Flags: needinfo?(vladan.bugzilla)
Reporter | ||
Comment 5•9 years ago
|
||
Benjamin: Does Telemetry report content-process crashes? I know we submit crash reports for content-process crashes so Telemetry should generate crash pings for these too, right?
Birunthan: do Telemetry pings have information about whether it was a parent or child e10s process that crashed? we'll want to include this information in the analysis as well
Flags: needinfo?(benjamin)
Reporter | ||
Comment 6•9 years ago
|
||
Birunthan: Telemetry reports content-process crashes via SUBPROCESS_ABNORMAL_ABORT, SUBPROCESS_CRASHES_WITH_DUMP, and crash-pings
http://mxr.mozilla.org/mozilla-central/source/toolkit/components/telemetry/docs/crashes.rst#23
Can you compare:
1) e10s parent-process crash ping rates vs e10s aborted-session ping rates
2) repeat #1 for single-process only
3) e10s child-process crash ping rates vs SUBPROCESS_CRASHES_WITH_DUMP rates vs SUBPROCESS_ABNORMAL_ABORT rates
We'll need all of the above compared vs crash-stats rates, but let's start with this.
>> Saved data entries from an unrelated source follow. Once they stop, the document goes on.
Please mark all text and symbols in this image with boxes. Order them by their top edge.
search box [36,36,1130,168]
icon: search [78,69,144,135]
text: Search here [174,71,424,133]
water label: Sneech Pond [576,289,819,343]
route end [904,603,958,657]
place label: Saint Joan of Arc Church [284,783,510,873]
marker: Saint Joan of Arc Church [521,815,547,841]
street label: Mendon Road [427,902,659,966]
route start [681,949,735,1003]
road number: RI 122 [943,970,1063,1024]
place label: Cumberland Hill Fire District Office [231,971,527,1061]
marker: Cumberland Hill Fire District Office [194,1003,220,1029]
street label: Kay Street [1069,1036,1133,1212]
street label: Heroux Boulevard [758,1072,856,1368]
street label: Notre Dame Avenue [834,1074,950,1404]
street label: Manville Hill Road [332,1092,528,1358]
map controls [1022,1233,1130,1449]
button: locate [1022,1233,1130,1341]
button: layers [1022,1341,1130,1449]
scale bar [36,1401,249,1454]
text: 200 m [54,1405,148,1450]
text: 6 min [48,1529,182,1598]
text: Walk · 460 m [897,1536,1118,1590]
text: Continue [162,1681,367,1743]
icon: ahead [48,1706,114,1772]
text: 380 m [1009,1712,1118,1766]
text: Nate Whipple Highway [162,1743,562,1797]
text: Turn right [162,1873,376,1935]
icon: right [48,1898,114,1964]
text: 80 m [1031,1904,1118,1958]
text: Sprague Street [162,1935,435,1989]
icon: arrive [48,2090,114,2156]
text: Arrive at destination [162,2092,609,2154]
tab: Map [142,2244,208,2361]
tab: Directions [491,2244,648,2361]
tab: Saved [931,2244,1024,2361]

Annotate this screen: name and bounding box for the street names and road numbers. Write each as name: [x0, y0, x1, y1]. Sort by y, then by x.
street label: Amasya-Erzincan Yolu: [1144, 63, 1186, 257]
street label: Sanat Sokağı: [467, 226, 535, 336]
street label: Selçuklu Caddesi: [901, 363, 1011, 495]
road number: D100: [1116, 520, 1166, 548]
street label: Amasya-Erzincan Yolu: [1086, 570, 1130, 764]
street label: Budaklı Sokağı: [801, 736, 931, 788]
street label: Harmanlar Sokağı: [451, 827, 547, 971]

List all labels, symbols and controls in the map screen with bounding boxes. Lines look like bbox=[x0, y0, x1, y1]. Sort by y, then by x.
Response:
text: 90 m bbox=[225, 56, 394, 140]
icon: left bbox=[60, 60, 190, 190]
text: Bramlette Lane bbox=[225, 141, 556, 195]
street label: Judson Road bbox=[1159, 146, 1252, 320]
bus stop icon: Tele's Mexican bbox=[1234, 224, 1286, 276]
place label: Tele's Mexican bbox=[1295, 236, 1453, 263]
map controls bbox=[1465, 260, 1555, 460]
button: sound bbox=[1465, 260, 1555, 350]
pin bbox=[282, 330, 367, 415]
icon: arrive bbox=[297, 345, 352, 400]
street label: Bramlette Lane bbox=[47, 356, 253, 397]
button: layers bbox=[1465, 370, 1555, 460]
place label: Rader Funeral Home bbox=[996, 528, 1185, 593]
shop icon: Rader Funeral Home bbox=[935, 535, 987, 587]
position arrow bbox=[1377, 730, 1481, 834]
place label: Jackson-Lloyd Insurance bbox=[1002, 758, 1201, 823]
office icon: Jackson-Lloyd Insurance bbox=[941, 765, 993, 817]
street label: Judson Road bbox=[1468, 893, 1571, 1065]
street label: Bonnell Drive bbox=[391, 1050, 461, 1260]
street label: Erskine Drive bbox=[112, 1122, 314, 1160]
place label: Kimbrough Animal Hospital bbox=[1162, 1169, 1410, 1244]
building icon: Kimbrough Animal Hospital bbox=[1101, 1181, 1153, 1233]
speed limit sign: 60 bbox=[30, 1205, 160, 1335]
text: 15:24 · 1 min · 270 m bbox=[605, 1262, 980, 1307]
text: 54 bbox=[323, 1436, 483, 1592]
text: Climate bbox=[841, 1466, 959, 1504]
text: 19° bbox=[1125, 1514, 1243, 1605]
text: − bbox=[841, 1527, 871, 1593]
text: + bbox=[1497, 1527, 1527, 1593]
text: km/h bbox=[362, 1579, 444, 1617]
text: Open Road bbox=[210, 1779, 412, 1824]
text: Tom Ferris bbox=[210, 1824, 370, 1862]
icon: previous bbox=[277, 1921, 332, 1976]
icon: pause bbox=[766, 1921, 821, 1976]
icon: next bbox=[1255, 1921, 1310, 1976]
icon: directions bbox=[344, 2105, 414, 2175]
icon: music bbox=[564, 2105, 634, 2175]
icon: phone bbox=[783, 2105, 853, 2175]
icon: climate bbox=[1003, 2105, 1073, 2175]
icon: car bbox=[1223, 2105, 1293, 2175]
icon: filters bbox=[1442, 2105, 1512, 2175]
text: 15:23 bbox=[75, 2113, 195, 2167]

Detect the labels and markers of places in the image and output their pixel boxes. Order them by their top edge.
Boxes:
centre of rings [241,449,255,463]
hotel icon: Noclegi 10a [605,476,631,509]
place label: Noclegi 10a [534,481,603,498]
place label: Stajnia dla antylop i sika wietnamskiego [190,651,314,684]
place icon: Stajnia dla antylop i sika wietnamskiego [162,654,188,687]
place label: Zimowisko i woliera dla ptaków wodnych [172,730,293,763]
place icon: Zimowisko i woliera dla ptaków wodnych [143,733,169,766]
I can show you how to do it in crash-stats
Flags: needinfo?(benjamin)
Comment 7•9 years ago
|
||
I'd like to suggest that you should (if possible) also produce the crashes chart excluding accessibility.
I ran a few searches last week on crash-stats that seemed to highlight accessibility as a major cause of extra e10s crashes.
Updated•9 years ago
|
tracking-e10s:
--- → +
Comment 8•9 years ago
|
||
There is not a separate crash ping for content crashes, but they are recorded in the following histograms:
SUBPROCESS_ABNORMAL_ABORT
SUBPROCESS_CRASHES_WITH_DUMP
PROCESS_CRASH_SUBMIT_ATTEMPT
PROCESS_CRASH_SUBMIT_SUCCESS
Comment 9•9 years ago
|
||
Vladan, the PR was merged so you can now use this link: http://nbviewer.ipython.org/github/vitillo/e10s_analyses/blob/master/aurora/e10s_crash_rate.ipynb
I'll work on another PR to address comment 6.
Updated•9 years ago
|
Status: NEW → ASSIGNED
Reporter | ||
Comment 10•9 years ago
|
||
The e10s crash rate in the Beta experiment is more than twice that of non-e10s:
https://github.com/poiru/e10s_analyses/blob/beta/beta/e10s_crash_rate.ipynb
Even when only considering profiles without extensions, the e10s crash rate is imporved but still twice as bad as single-process:
https://github.com/poiru/e10s_analyses/blob/beta/beta/e10s_crash_rate_without_extensions.ipynb
Unsurprisingly, the profiles with extensions have the worst e10s crash rate:
https://github.com/poiru/e10s_analyses/blob/beta/beta/e10s_crash_rate_with_extensions.ipynb
Flags: needinfo?(jmathies)
Reporter | ||
Comment 11•9 years ago
|
||
Btw, I don't think bug 1227312 affects SUBPROCESS_ABNORMAL_ABORT, I think it only affects SUBPROCESS_CRASHES_WITH_DUMP
Comment 12•9 years ago
|
||
(In reply to Vladan Djeric (:vladan) -- please needinfo from comment #11)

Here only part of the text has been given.